*Input data:*
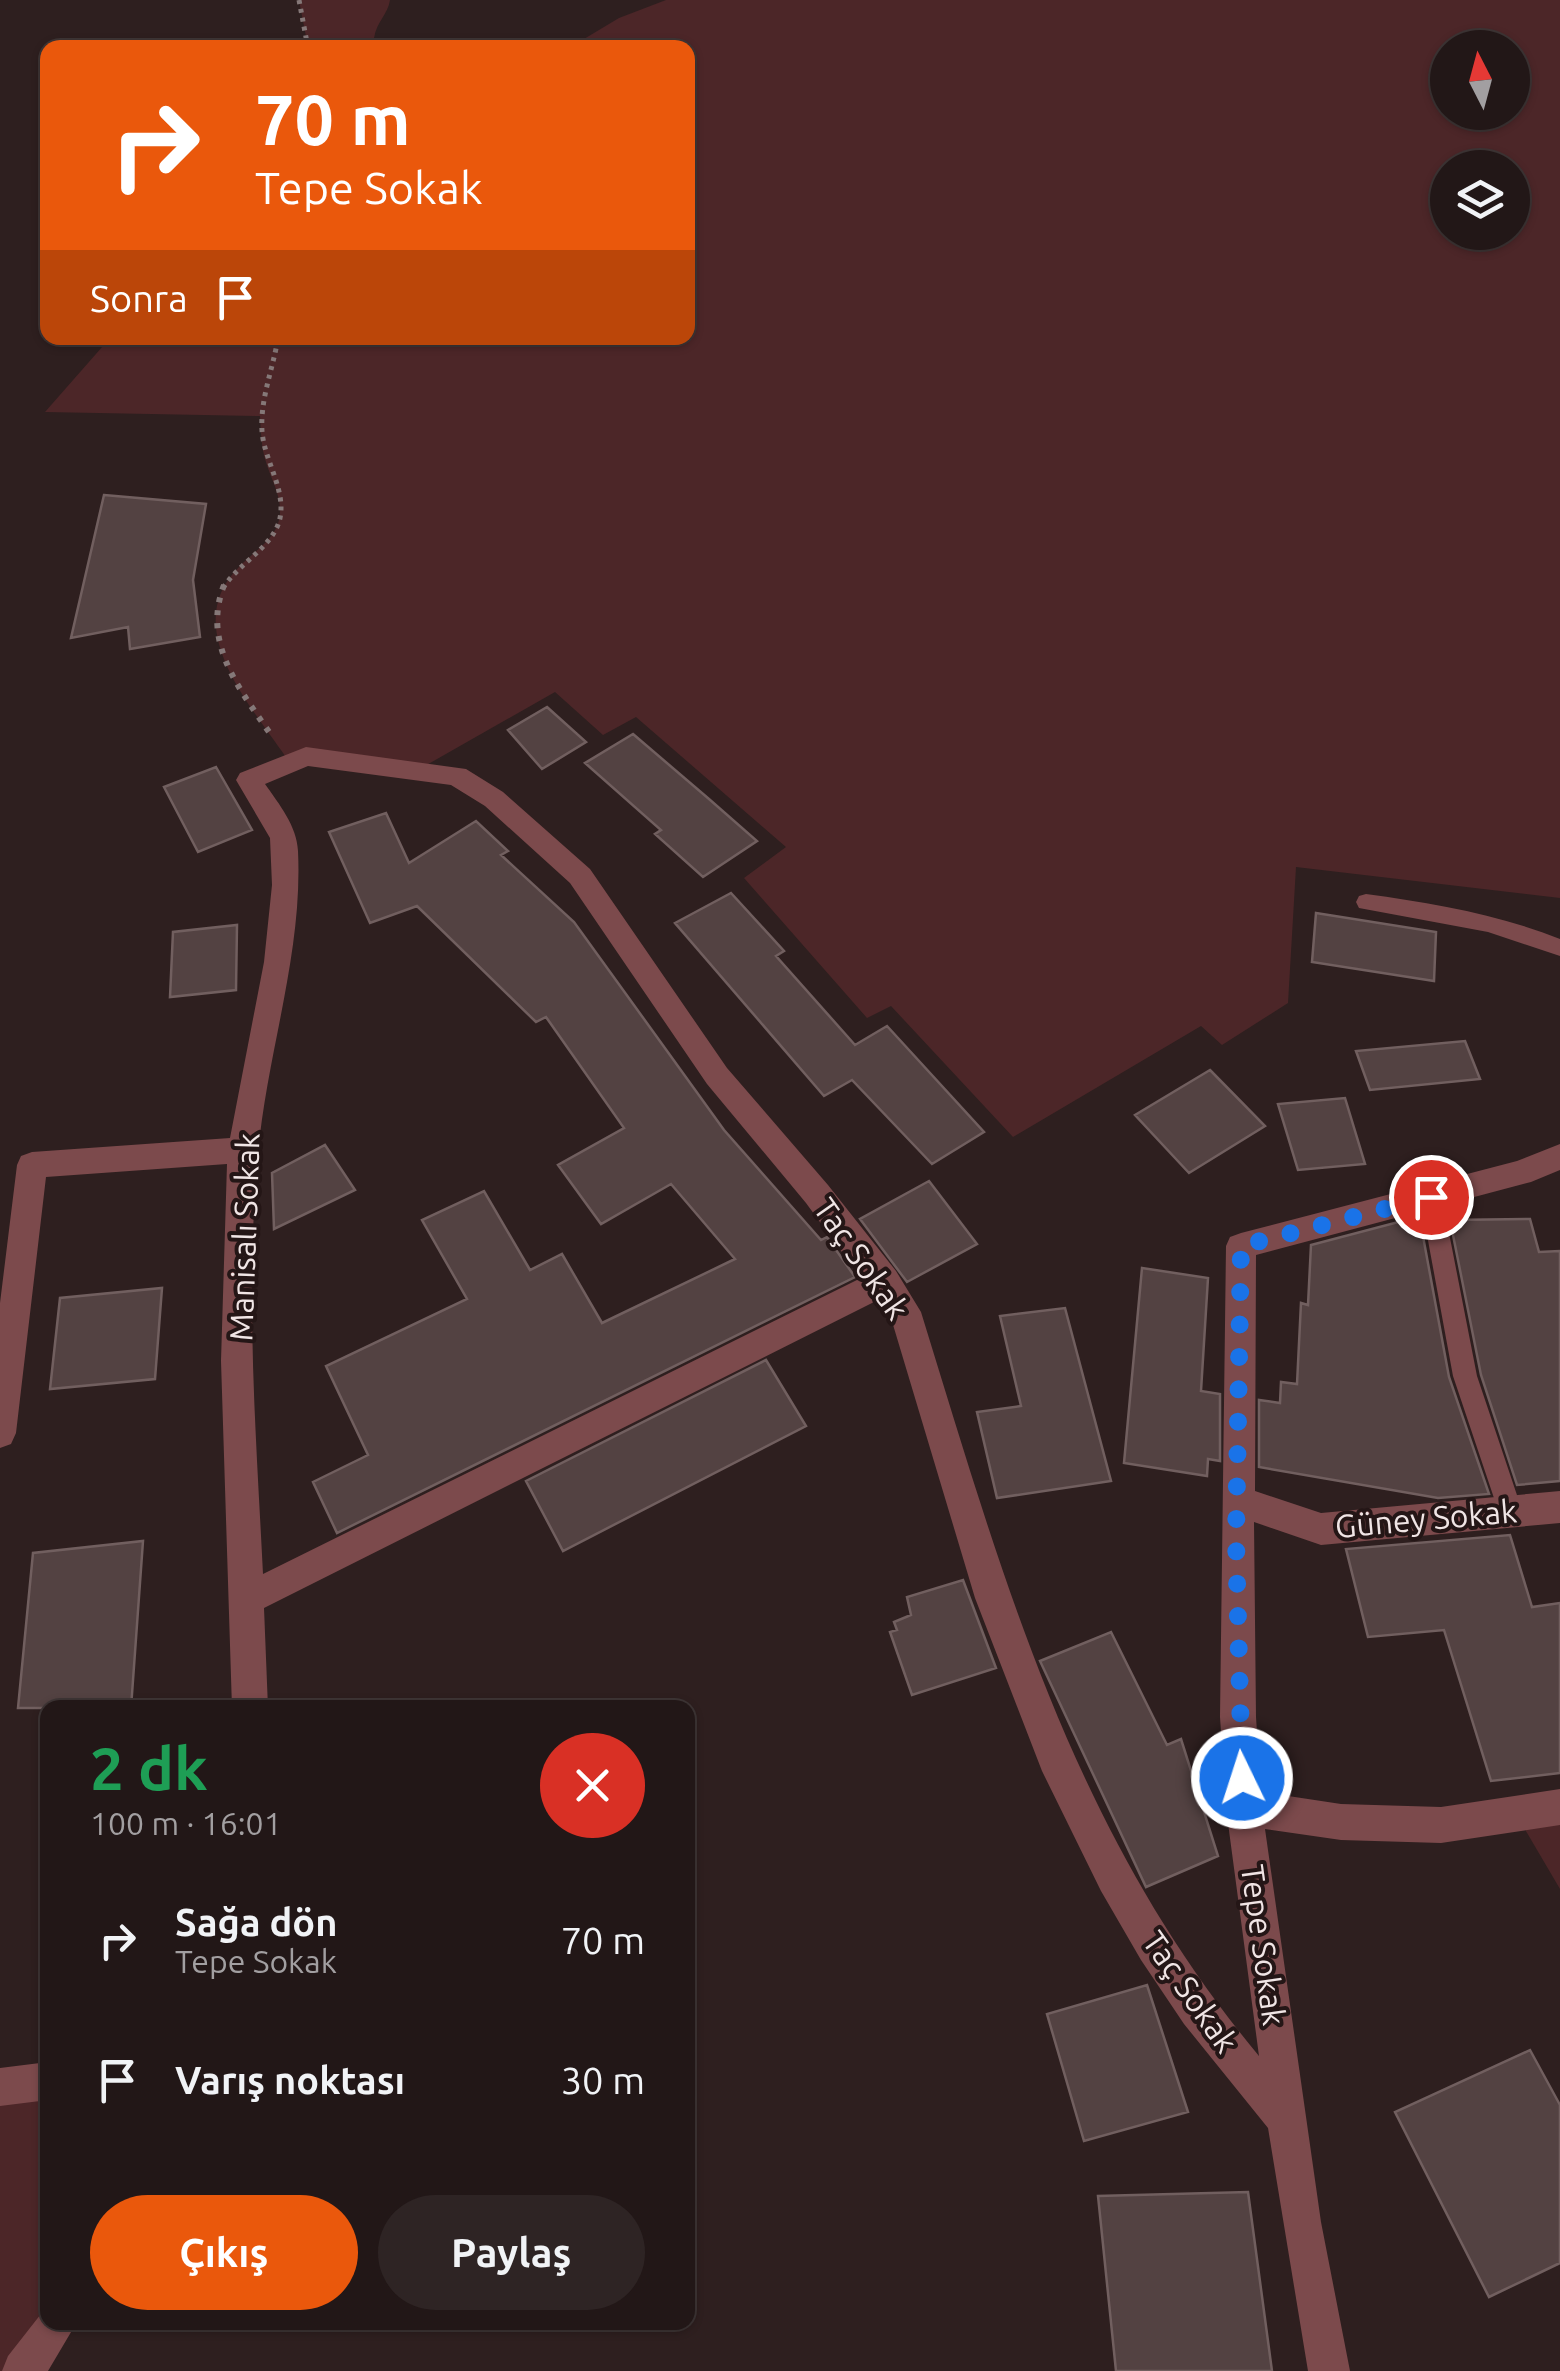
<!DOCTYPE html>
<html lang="tr">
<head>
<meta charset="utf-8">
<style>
  body { margin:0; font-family:Ubuntu,sans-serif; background:#2e2424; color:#f1f3f6; height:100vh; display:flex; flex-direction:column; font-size:38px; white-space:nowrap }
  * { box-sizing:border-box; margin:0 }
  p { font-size:32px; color:#a29fa1 }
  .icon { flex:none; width:55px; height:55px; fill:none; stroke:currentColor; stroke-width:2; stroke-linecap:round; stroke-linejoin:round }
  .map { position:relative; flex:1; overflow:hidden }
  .side { position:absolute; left:40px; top:1700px; width:655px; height:630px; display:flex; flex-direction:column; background:#221717; border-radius:20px; box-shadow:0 2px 8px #0004,0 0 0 2px #3f3636 }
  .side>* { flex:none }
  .top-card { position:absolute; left:40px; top:40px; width:655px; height:305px; border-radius:20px; box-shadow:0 2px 8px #0004,0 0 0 2px #3f3636; background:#ea580c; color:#fff; overflow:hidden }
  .needle { width:65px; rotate:354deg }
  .controls { position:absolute; left:1430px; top:30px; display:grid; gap:20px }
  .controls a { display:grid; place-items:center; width:100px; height:100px; border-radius:50%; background:#221717; box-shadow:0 2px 8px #0004,0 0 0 2px #3f3636; font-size:50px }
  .pin { position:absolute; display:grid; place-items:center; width:85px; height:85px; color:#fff; margin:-42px; border:5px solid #fff; border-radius:50%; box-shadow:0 2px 10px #0007 }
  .me { position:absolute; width:110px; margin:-55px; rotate:356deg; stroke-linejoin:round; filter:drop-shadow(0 0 8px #0008) }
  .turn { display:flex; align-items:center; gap:35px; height:210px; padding:0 50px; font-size:45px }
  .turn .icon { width:130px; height:130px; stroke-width:2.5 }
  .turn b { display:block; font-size:70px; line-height:85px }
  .then { display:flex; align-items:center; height:95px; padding:0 50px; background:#0003; gap:20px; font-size:38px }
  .round { display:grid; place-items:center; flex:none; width:105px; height:105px; border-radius:52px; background:#2e2424 }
  .overview { display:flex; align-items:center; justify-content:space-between; height:170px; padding:0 50px }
  h1 { font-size:60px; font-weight:700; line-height:75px; color:#1e9e55 }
  .cta { display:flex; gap:20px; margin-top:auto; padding:20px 50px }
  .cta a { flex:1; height:115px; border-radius:60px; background:#ea580c; color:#fff; font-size:40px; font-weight:700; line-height:115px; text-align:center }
  .cta a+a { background:#2e2424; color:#f1f3f6 }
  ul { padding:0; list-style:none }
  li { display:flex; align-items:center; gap:30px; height:140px; padding:0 50px }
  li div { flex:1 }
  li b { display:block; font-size:38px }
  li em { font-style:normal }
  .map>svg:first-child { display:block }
  .green { fill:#4c2628; fill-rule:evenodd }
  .building { fill:#534242; stroke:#715f5f; stroke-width:2.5 }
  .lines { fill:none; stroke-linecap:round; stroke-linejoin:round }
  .path-far1 { stroke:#857878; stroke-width:5; stroke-dasharray:4 5; stroke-linecap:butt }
  .path { stroke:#857878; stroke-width:6; stroke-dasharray:5 8; stroke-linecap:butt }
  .lane { fill:#7c4a4c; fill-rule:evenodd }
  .street { fill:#7c4a4c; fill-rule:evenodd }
  .route { stroke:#1a73e8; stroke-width:18; stroke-dasharray:0 32.4 }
  .labels { text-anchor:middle; stroke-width:8; stroke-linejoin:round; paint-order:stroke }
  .street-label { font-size:32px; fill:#f0e5e5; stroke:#241616 }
</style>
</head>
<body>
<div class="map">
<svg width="1560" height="2371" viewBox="0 0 1560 2371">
  <rect width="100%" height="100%" fill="#2e1f1f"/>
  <!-- green -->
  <path class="green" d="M 299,0 L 390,0 C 388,14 377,21 374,38 L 428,47 L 308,47 Z
    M 666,0 L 1560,0 L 1560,898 L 1296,867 L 1288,1003 L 1222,1045 L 1201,1026 L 1013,1137 L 891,1006 L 867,1018 L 744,878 L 786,847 L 636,717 L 603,735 L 555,692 L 416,771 L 290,763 C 254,709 177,628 239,567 C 254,551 279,538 280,513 C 281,495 271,479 266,462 C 261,447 261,431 260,416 L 45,412 L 110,338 L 688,338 L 688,48 L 588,47 L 584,39 L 619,18 ZM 1448,48 L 1512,48 L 1512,112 L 1448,112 ZM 1448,168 L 1512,168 L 1512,232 L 1448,232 Z
    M 1560,1807 L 1560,1889 L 1516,1814 Z
    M 47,2081 L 48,2322 L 23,2371 L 0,2371 L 0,2087 Z"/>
  <!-- building -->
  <path class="building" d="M 104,495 L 206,504 L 193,580 L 200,637 L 130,649 L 128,627 L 71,638 Z
    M 547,707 L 586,742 L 542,769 L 508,730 Z
    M 633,734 L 709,799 L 757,841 L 703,877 L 655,834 L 661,830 L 585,763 Z
    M 216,767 L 252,830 L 198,852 L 164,787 Z
    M 386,813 L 409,863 L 476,821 L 508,851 L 501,855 L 574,922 L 724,1130 L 821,1240 L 827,1237 L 855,1277 L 337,1533 L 313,1482 L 368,1455 L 326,1366 L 467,1299 L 422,1220 L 484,1191 L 530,1270 L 562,1254 L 602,1323 L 735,1259 L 671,1184 L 601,1224 L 558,1165 L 624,1128 L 546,1017 L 536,1022 L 417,906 L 370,923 L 329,832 Z
    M 731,893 L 784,951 L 776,956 L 855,1045 L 887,1026 L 984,1132 L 932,1164 L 852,1080 L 824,1096 L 675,923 Z
    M 1316,913 L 1436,932 L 1434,981 L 1312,962 Z
    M 237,925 L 236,990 L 170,997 L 173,932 Z
    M 1465,1041 L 1480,1079 L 1370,1090 L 1356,1051 Z
    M 1210,1070 L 1265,1126 L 1189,1173 L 1135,1115 Z
    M 1345,1098 L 1365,1164 L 1298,1170 L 1278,1104 Z
    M 325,1145 L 355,1190 L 274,1229 L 272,1173 Z
    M 929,1181 L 977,1244 L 907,1282 L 860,1219 Z
    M 1530,1219 L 1539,1252 L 1560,1251 L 1560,1481 L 1517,1485 L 1481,1375 L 1450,1220 Z
    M 1406,1220 L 1420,1220 L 1449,1377 L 1489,1494 L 1438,1498 L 1259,1467 L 1259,1400 L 1280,1403 L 1281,1382 L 1297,1384 L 1301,1303 L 1308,1305 L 1311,1245 Z
    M 1142,1268 L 1208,1278 L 1201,1391 L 1220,1394 L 1220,1461 L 1208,1459 L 1207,1476 L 1124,1463 Z
    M 162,1288 L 155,1379 L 50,1389 L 60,1298 Z
    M 1065,1308 L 1111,1481 L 997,1498 L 977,1412 L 1021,1406 L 1000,1316 Z
    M 766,1360 L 806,1426 L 563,1551 L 526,1481 Z
    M 1510,1535 L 1532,1607 L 1560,1603 L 1560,1773 L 1491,1781 L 1444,1630 L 1368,1637 L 1346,1549 Z
    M 143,1541 L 131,1708 L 18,1708 L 33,1553 Z
    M 963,1580 L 996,1668 L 912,1695 L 890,1632 L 897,1630 L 894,1622 L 911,1615 L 907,1597 Z
    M 1111,1632 L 1167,1745 L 1181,1739 L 1218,1856 L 1146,1887 L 1040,1661 Z
    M 1147,1985 L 1188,2112 L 1084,2141 L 1047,2014 Z
    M 1530,2050 L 1560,2105 L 1560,2263 L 1489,2297 L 1395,2112 Z
    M 1248,2192 L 1272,2371 L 1116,2371 L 1098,2196 Z"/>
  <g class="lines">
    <!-- path-far1 -->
    <path class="path-far1" d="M 299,0 L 308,48
      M 223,588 C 238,564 270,549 279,522 C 288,492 264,461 262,431 C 260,399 273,369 278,338"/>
    <!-- path -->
    <path class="path" d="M 224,585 C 202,642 238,687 269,732"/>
    <!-- lane -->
    <path class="lane" d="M 1366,894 C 1432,903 1497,914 1560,939 L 1560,956 L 1488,932 L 1359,908 L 1356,902 L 1359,896 Z
      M 1431,1187 L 1439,1190 L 1442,1197 L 1477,1376 L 1523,1513 L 1520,1521 L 1511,1525 L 1502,1521 L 1499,1513 L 1453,1376 L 1420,1197 L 1423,1190 Z"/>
    <!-- street -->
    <path class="street" d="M 306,747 L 466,769 L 503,792 L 590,869 L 727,1068 L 828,1185 L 896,1271 L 921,1312 C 1005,1584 1073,1832 1259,2056 L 1226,1808 L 1220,1717 L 1226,1246 L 1230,1237 L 1241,1233 L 1517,1161 L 1560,1144 L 1560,1170 L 1531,1182 L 1256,1255 L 1255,1491 L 1321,1513 L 1560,1491 L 1560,1523 L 1321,1545 L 1254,1522 L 1256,1717 L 1261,1792 L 1341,1804 L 1441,1807 L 1560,1789 L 1560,1825 L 1441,1843 L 1341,1840 L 1265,1829 L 1321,2222 L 1350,2371 L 1308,2371 L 1268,2128 L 1184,2024 L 1141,1960 L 1101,1891 L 1042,1771 L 975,1598 L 891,1318 L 878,1300 L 264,1608 L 268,1708 L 232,1708 L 221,1361 L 227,1164 L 46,1177 L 16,1433 L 11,1444 L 0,1448 L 0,1303 L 17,1165 L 21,1156 L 32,1152 L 230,1138 L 264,962 L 272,885 L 270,838 L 236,780 L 240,773 ZM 308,766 L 451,785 L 485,806 L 570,883 L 707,1084 L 806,1203 L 861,1278 L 263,1574 C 256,1434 245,1293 258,1154 C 267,1052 303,954 298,851 C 297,826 279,804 265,784 Z
      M 48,2062 L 48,2100 L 0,2106 L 0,2068 Z
      M 48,2305 L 48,2322 L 77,2322 L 48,2371 L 2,2371 L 8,2356 Z"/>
  </g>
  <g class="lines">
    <!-- route -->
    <path class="route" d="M 1242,1778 L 1236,1539 L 1241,1246 L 1431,1197"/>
  </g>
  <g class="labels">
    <!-- street labels -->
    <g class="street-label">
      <text transform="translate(245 1237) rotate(-88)" y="11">Manisalı Sokak</text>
      <text transform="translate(861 1259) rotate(55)" y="11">Taç Sokak</text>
      <text transform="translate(1426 1519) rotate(-5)" y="11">Güney Sokak</text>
      <text transform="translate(1263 1945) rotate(82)" y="11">Tepe Sokak</text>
      <text transform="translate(1190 1992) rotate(55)" y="11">Taç Sokak</text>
    </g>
  </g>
</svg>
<div class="controls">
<a><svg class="needle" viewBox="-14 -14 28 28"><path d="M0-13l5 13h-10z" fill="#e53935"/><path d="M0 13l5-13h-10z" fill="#a29fa1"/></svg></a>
<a><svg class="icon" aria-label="layers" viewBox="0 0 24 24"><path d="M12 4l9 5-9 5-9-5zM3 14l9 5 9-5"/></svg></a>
</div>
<div class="pin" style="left:1431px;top:1197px;background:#d93025"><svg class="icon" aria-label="arrive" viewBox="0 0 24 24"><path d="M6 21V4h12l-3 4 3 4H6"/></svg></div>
<svg class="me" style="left:1242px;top:1778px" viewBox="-20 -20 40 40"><circle r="17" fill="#1a73e8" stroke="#fff" stroke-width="3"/><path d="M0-11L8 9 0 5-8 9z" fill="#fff"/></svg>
<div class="top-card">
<div class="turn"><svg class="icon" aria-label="right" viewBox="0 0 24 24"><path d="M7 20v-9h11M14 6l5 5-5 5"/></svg><div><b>70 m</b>Tepe Sokak</div></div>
<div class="then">Sonra<svg class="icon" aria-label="arrive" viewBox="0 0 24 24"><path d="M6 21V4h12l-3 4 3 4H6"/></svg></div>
</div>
<section class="side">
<div class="overview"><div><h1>2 dk</h1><p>100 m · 16:01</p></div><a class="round" style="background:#d93025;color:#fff"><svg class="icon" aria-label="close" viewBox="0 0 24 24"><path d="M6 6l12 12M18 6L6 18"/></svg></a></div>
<ul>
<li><svg class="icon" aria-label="right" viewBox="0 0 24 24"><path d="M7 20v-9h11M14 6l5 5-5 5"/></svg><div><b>Sağa dön</b><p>Tepe Sokak</p></div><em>70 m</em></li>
<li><svg class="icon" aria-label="arrive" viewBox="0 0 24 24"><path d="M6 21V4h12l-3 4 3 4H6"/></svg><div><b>Varış noktası</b></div><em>30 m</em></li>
</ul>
<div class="cta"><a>Çıkış</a><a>Paylaş</a></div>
</section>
</div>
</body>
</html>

*Work required:* I'd like the lines above from the one with "position:relative; flex:1; overflow:hidden" up to and including the one with "display:flex; gap:20px; margin-top:auto;" copied exactly, with no other lines.

*Finished exercise:*
  .map { position:relative; flex:1; overflow:hidden }
  .side { position:absolute; left:40px; top:1700px; width:655px; height:630px; display:flex; flex-direction:column; background:#221717; border-radius:20px; box-shadow:0 2px 8px #0004,0 0 0 2px #3f3636 }
  .side>* { flex:none }
  .top-card { position:absolute; left:40px; top:40px; width:655px; height:305px; border-radius:20px; box-shadow:0 2px 8px #0004,0 0 0 2px #3f3636; background:#ea580c; color:#fff; overflow:hidden }
  .needle { width:65px; rotate:354deg }
  .controls { position:absolute; left:1430px; top:30px; display:grid; gap:20px }
  .controls a { display:grid; place-items:center; width:100px; height:100px; border-radius:50%; background:#221717; box-shadow:0 2px 8px #0004,0 0 0 2px #3f3636; font-size:50px }
  .pin { position:absolute; display:grid; place-items:center; width:85px; height:85px; color:#fff; margin:-42px; border:5px solid #fff; border-radius:50%; box-shadow:0 2px 10px #0007 }
  .me { position:absolute; width:110px; margin:-55px; rotate:356deg; stroke-linejoin:round; filter:drop-shadow(0 0 8px #0008) }
  .turn { display:flex; align-items:center; gap:35px; height:210px; padding:0 50px; font-size:45px }
  .turn .icon { width:130px; height:130px; stroke-width:2.5 }
  .turn b { display:block; font-size:70px; line-height:85px }
  .then { display:flex; align-items:center; height:95px; padding:0 50px; background:#0003; gap:20px; font-size:38px }
  .round { display:grid; place-items:center; flex:none; width:105px; height:105px; border-radius:52px; background:#2e2424 }
  .overview { display:flex; align-items:center; justify-content:space-between; height:170px; padding:0 50px }
  h1 { font-size:60px; font-weight:700; line-height:75px; color:#1e9e55 }
  .cta { display:flex; gap:20px; margin-top:auto; padding:20px 50px }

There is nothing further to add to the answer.